Philosophie, science, religion, morale, physique, métaphysique… les idées ont leur vie propre. Elles se reproduisent, évoluent, se propagent et nous survivent, ainsi via les textes, extraits et citations que nous vous proposons…
« … le physicien allemand Max Planck émet, en décembre 1900, une curieuse hypothèse : à propos des vibrations qui traduisent la chaleur d’un corps, il postule qu’elles ne se répartissent pas suivant toutes les valeurs possibles (…) Pour prendre une image, au lieu de considérer que les échanges d’énergie entre l’objet chauffé et le rayonnement qu’il émet se font de façon continue, à la manière d’un liquide s’écoulant d’un récipient dans un autre, Max Planck imagine qu’ils se font de façon discontinue, par morceaux, comme si, en place du liquide, le récipient verseur contenait des billes (…)
En résumé, Planck pose comme principe que les échanges d’énergie entre matière et rayonnement s’effectuent par paquets, par quantités définies (d’où le nom de « quantum » attribué à chacun de ces paquets élémentaires, et le pluriel « quanta ») …
Cette intrusion brutale de la discontinuité dans le bel enchaînement de la physique traditionnelle lui paraît, au mieux, un « artifice de calcul », au pis une hérésie.

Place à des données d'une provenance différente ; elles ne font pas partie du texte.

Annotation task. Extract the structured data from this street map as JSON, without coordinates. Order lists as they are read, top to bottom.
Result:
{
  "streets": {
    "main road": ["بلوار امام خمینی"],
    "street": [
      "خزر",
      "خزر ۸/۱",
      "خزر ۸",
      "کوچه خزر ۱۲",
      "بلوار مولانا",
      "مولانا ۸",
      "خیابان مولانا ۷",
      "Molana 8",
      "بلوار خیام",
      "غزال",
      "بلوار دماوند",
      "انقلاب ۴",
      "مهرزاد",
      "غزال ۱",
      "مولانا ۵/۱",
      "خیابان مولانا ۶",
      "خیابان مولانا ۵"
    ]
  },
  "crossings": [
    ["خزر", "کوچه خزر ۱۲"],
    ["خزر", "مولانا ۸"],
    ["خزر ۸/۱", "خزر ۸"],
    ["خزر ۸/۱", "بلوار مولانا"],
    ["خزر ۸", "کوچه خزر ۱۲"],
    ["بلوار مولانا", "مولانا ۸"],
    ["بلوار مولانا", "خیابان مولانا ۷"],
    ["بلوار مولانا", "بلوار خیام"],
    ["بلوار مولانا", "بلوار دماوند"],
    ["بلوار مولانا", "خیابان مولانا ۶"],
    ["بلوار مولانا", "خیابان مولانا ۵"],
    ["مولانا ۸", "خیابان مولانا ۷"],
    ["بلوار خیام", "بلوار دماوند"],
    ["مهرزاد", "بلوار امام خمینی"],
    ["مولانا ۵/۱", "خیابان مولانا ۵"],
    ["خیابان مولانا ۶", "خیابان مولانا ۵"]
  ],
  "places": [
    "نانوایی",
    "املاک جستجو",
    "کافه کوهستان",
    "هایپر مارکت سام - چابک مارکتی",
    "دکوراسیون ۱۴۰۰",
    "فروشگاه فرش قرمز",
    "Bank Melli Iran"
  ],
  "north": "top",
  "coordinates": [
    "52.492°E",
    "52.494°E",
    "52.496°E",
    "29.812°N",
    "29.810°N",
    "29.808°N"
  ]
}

… Einstein reprend l’hypothèse de Planck et l’adapte à la lumière (…) Non seulement l’hypothèse d’Einstein est exacte, mais la valeur numérique de la constante h est identique à celle de la constante de Planck ! Ainsi la lumière elle-même a une structure discontinue : elle est formée de grains d’énergie (que l’on appellera à partir de 1923 des « photons ») »
Sven Ortoli et Jean-Pierre Pharabod,
« Le cantique des quantiques »,
La Découverte/Poche, 2007, p. 24-25, 26-27.
« Dans nos ordinateurs actuels, les cases mémoire sont constituées de « bits » classiques qui ne peuvent prendre que deux valeurs exclusives l’une de l’autre, soit 0, soit 1 (…) Un ordinateur quantique serait en théorie capable de calculer de façon « massivement parallèle » : il effectuerait en même temps toutes les opérations correspondant à toutes les valeurs que peuvent prendre les bits quantiques.
Etienne Klein,
« Petit voyage dans le monde des quanta »,
Champs sciences, Flammarion, 2004, p. 115-117.
« La théorie de la décohérence tente d’expliquer pourquoi les objets macroscopiques ont un comportement classique, tandis que les objets microscopiques, atomes et autres particules, ont un comportement quantique (…) Elle démontre que c’est leur interaction avec leur environnement (système décrit par un nombre très élevé de degrés de liberté) qui fait très rapidement perdre aux objets macroscopiques leurs propriétés quantiques. Tout se passe comme si des bribes d’information sur leur état quantique s’échappaient continûment dans leur environnement. Ce dernier agit en somme comme un observateur qui mesurerait les systèmes en permanence, éliminant ainsi toutes les superpositions à l’échelle macroscopique, donc aussi les interférences. »
Etienne Klein,
« Petit voyage dans le monde des quanta »,
Champs sciences, Flammarion, 2004, p. 152-153.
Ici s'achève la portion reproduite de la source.